Patents by Inventor Chenxia Li

Chenxia Li has filed for patents to protect the following inventions. This listing includes patent applications that are pending as well as patents that have already been granted by the United States Patent and Trademark Office (USPTO).

  • Publication number: 20240070454
    Abstract: Provided is a lightweight model training method, an image processing method, a device and a medium. The lightweight model training method includes: acquiring first and second augmentation probabilities and a target weight adopted in an e-th iteration; performing data augmentation on a data set based on the first and second augmentation probabilities respectively, to obtain first and second data sets; obtaining a first output value of a student model and a second output value of a teacher model based on the first data set; obtaining a third output value and a fourth output value based on the second data set; determining a distillation loss function, a truth-value loss function and a target loss function; training the student model based on the target loss function; and determining a first augmentation probability or target weight to be adopted in an (e+1)-th iteration in a case of e is less than E.
    Type: Application
    Filed: February 13, 2023
    Publication date: February 29, 2024
    Inventors: Ruoyu GUO, Yuning DU, Chenxia LI, Baohua LAI, Yanjun MA
  • Publication number: 20230206668
    Abstract: The present disclosure provides a vision processing and model training method, device, storage medium and program product. A specific implementation solution is as follows: establishing an image classification network with the same backbone network as the vision model, performing a self-monitoring training on the image classification network by using an unlabeled first data set; initializing a weight of a backbone network of the vision model according to a weight of a backbone network of the trained image classification network to obtain a pre-training model, the structure of the pre-training model being consistent with that of the vision model, and optimize the weight of the backbone network by using real data set in a current computer vision task scenario, so as to be more suitable for the current computer vision task; then, training the pre-training model by using a labeled second data set to obtain a trained vision model.
    Type: Application
    Filed: February 17, 2023
    Publication date: June 29, 2023
    Applicant: BEIJING BAIDU NETCOM SCIENCE TECHNOLOGY CO., LTD.
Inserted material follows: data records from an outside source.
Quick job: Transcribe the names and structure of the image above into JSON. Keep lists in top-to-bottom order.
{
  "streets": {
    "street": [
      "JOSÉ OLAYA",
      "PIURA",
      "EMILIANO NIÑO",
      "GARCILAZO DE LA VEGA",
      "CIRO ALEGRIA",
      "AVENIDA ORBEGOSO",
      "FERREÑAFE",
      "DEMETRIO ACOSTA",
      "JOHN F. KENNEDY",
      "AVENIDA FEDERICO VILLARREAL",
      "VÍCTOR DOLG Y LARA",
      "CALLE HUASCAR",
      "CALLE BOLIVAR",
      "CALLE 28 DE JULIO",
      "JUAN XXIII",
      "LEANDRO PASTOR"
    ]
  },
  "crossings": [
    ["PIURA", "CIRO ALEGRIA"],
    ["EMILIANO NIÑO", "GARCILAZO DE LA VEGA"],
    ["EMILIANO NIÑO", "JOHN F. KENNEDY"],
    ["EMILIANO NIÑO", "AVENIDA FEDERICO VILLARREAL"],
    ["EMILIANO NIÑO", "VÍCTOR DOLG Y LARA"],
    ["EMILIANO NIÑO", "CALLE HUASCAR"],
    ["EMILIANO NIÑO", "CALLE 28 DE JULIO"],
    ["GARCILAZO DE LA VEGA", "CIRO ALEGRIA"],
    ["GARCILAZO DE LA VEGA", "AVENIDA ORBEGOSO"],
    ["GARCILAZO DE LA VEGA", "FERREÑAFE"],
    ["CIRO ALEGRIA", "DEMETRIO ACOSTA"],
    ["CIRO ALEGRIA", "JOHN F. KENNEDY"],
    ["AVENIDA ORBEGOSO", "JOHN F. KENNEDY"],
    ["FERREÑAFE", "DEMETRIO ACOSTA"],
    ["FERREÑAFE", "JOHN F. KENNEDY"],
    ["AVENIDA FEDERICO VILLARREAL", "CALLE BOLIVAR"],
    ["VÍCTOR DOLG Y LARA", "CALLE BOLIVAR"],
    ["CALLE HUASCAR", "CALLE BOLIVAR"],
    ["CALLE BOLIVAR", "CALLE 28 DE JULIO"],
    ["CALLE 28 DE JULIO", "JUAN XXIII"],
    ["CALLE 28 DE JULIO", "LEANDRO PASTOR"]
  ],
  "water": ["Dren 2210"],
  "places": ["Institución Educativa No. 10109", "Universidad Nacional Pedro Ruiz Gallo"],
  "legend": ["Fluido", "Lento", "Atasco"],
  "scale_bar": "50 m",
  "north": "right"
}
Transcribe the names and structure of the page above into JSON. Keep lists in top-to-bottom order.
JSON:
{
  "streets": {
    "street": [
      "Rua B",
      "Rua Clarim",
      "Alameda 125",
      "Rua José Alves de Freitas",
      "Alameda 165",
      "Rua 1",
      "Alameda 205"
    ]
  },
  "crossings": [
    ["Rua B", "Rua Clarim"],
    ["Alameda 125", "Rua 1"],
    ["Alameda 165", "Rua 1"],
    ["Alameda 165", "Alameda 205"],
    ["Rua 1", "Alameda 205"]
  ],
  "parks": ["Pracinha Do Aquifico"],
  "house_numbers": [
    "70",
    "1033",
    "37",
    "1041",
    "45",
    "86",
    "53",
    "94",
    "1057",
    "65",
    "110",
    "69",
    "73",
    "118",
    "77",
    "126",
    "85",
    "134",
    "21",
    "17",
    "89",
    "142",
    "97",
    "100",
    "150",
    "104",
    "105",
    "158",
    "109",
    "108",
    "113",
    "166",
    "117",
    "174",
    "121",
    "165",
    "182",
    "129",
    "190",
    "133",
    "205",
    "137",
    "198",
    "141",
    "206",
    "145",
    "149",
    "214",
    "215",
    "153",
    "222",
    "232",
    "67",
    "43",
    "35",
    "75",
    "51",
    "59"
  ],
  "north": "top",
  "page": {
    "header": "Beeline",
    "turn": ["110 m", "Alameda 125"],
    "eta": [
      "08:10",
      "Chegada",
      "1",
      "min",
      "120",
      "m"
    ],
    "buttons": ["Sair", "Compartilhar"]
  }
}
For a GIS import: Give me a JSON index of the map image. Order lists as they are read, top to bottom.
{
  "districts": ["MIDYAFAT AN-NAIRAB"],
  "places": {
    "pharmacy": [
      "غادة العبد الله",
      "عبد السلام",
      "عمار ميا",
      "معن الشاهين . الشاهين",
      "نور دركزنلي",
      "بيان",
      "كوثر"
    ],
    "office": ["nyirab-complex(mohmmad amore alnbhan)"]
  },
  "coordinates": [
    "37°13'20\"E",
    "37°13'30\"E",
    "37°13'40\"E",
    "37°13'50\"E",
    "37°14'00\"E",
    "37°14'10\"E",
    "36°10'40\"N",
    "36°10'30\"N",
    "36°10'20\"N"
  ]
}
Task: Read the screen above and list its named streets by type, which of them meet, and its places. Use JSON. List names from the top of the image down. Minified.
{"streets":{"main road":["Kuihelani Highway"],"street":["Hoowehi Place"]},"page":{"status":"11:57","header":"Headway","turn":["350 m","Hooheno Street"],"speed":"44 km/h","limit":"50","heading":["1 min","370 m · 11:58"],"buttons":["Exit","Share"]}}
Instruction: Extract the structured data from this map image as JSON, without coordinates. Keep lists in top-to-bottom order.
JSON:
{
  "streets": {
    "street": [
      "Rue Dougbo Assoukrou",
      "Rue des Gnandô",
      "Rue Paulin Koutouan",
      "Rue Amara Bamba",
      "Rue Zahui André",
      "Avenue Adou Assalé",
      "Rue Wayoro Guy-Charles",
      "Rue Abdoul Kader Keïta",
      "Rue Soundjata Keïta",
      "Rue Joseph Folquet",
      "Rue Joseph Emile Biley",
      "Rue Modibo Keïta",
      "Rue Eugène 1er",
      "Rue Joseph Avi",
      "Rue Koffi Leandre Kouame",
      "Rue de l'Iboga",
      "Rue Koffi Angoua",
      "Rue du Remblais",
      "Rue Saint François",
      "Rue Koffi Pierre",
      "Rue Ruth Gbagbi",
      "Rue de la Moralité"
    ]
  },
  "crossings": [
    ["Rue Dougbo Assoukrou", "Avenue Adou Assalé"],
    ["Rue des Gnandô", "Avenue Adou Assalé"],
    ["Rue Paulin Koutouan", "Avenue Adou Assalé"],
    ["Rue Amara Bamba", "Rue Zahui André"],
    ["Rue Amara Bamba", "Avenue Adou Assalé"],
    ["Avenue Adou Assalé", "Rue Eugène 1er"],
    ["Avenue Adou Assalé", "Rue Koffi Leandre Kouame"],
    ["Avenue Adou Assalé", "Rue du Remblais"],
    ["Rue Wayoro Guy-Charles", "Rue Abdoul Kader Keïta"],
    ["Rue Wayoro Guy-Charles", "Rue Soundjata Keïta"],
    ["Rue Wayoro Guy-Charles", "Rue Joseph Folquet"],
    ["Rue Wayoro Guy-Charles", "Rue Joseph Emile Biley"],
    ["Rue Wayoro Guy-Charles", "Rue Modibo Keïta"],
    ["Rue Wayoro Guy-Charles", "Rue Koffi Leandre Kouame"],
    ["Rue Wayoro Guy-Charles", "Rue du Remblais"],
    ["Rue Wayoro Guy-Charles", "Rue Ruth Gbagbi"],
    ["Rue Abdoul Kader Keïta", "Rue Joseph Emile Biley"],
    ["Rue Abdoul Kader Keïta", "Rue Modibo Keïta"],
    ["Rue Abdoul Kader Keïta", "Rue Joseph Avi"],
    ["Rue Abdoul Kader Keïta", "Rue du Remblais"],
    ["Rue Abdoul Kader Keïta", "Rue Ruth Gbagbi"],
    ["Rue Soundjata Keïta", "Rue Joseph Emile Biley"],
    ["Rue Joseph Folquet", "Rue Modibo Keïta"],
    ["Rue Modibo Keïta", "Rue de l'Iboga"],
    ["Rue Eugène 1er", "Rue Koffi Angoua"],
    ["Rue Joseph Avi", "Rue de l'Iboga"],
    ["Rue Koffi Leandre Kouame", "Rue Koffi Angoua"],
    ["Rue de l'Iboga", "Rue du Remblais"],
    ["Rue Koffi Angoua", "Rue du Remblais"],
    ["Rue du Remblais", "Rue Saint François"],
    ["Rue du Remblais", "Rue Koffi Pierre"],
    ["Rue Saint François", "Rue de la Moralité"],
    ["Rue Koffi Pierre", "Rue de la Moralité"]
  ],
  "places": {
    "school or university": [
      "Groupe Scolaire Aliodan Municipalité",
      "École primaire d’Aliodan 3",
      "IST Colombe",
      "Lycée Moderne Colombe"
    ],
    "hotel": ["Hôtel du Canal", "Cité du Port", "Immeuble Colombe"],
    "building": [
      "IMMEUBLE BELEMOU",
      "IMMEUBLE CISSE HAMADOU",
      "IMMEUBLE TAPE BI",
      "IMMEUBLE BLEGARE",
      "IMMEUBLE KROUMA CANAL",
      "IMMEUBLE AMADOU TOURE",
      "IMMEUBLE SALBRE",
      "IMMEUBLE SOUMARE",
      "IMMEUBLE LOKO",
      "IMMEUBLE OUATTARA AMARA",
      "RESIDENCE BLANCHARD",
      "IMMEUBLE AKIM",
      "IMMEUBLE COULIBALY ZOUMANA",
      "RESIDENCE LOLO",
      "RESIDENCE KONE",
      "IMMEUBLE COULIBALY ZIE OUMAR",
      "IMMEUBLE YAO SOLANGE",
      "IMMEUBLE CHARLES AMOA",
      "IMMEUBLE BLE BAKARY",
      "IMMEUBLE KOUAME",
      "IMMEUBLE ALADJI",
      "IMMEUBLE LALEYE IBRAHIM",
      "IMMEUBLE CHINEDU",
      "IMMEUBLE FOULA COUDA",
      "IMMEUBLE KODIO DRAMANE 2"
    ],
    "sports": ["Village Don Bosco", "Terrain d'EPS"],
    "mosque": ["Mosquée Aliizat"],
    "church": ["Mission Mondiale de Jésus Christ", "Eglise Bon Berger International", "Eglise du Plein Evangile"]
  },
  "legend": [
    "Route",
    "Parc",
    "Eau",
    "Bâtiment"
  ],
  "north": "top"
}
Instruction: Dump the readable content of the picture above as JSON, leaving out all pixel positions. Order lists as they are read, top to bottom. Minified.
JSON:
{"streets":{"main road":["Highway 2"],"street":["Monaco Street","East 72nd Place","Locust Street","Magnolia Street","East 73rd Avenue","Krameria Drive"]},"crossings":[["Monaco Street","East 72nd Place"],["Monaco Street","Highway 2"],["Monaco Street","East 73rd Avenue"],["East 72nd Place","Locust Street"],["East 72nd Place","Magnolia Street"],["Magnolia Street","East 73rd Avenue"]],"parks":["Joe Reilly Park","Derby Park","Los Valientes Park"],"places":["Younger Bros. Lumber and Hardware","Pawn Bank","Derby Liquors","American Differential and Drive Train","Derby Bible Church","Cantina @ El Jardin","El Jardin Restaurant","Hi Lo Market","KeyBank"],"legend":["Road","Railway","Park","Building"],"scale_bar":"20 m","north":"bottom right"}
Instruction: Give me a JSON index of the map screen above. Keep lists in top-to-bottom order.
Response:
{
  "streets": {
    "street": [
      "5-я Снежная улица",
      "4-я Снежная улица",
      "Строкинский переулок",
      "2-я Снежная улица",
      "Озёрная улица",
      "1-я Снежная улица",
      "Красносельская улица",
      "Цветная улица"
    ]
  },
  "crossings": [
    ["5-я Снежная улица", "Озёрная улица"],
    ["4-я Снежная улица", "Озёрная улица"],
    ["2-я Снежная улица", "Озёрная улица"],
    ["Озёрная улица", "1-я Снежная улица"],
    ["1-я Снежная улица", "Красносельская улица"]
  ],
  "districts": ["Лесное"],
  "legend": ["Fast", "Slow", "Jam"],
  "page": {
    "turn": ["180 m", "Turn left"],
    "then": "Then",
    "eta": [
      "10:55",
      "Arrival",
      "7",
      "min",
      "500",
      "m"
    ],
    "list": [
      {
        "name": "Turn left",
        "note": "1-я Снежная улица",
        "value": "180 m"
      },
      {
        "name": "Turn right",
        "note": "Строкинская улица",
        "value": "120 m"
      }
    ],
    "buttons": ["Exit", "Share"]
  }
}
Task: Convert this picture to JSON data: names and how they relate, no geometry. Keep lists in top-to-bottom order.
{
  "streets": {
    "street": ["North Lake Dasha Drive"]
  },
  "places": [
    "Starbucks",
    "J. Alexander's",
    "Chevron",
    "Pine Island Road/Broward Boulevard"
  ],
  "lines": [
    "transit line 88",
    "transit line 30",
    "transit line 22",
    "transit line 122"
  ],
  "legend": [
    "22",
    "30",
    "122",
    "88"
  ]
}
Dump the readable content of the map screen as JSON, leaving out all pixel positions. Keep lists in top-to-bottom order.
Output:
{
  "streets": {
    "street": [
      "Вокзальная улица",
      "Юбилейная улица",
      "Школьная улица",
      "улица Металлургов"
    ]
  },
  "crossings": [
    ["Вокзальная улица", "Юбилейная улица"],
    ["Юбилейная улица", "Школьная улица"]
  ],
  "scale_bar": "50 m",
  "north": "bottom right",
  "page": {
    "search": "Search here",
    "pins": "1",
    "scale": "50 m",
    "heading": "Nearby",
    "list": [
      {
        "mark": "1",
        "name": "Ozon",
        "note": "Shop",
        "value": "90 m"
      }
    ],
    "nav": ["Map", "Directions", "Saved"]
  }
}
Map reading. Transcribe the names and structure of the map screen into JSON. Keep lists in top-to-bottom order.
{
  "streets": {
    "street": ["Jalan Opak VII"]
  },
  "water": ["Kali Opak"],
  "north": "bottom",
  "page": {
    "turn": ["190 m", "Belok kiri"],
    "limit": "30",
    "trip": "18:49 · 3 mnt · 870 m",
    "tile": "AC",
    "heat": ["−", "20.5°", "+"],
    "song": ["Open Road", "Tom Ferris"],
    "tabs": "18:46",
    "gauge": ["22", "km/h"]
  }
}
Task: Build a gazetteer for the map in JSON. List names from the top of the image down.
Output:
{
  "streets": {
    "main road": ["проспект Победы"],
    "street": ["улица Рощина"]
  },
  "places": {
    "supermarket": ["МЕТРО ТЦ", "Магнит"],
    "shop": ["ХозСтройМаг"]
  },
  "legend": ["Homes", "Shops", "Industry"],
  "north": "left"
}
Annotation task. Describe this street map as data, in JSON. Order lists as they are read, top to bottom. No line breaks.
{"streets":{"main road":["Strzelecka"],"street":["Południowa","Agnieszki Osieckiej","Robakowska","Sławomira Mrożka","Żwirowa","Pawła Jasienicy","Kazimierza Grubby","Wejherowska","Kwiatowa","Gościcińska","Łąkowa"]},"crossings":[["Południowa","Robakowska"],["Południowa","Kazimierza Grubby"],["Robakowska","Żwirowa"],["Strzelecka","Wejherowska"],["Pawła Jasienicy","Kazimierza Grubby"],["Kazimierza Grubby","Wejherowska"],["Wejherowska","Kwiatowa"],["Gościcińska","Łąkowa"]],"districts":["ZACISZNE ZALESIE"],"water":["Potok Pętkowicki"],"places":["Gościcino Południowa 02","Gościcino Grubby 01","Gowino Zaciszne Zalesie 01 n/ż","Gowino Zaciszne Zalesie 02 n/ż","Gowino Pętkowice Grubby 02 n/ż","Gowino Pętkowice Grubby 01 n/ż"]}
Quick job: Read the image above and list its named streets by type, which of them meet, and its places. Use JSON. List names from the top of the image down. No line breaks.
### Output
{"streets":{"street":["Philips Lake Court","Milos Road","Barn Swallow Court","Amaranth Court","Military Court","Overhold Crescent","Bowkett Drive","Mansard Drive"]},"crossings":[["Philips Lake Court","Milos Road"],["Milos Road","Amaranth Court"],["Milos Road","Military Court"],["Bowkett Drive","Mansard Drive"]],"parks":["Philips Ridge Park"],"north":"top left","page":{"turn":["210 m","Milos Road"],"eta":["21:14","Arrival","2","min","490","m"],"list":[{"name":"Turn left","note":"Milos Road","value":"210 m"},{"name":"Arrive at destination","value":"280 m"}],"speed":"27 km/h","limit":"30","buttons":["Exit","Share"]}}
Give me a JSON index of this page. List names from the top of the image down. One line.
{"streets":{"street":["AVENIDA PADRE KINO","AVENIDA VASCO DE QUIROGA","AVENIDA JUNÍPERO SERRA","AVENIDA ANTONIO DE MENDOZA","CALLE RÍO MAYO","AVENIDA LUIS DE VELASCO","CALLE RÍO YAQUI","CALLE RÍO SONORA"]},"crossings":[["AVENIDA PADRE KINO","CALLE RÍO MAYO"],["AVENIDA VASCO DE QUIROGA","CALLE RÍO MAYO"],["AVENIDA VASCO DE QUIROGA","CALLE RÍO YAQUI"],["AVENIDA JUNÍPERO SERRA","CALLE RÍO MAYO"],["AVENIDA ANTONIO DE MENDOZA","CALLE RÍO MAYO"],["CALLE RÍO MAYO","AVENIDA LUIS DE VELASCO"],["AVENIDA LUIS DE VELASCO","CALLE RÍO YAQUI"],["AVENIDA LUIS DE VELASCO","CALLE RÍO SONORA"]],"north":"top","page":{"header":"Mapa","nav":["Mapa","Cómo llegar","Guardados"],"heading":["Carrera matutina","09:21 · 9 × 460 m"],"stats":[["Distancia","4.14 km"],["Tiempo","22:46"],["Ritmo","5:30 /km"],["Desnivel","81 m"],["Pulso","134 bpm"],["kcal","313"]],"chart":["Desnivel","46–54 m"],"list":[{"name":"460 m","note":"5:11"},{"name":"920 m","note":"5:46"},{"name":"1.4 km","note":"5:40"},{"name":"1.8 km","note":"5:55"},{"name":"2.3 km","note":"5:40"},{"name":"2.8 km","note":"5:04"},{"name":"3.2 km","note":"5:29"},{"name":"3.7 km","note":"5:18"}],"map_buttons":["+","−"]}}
    Inventors: Ruoyu GUO, Yuning DU, Chenxia LI, Qiwen LIU, Baohua LAI, Yanjun MA, Dianhai YU
  • Publication number: 20220343662
    Abstract: The present disclosure provides a method and apparatus for recognizing a text, a device and a storage medium, and relates to the field of deep learning technology. A specific implementation comprises: receiving a target image; performing a text detection on the target image using a pre-trained lightweight text detection network, to obtain a text detection box; and recognizing a text in the text detection box using a pre-trained lightweight text recognition network, to obtain a text recognition result.
    Type: Application
    Filed: July 11, 2022
    Publication date: October 27, 2022
    Inventors: Yuning DU, Yehua YANG, Chenxia LI, Qiwen LIU, Xiaoguang HU, Dianhai YU, Yanjun MA, Ran BI
  • Patent number: 11403766
    Abstract: Embodiments of the present disclosure provide a method and device for labelling a point of interest, a computer device, and a storage medium. The method includes the following. Image data to be labelled is obtained. The image data includes an image to be labelled and a collection location of the image to be labelled. Feature extraction is performed on the image to be labelled to obtain a first image feature of the image to be labelled. A first reference image corresponding to the image to be labelled is determined based on a similarity between the first image feature and a second image feature corresponding to each reference image in an image library. The point of interest of the image to be labelled is labelled based on a category of the first reference image and the collection location of the image to be labelled.
    Type: Grant
    Filed: July 10, 2020
    Date of Patent: August 2, 2022
    Assignee: BEIJING BAIDU NETCOM SCIENCE AND TECHNOLOGY CO., LTD.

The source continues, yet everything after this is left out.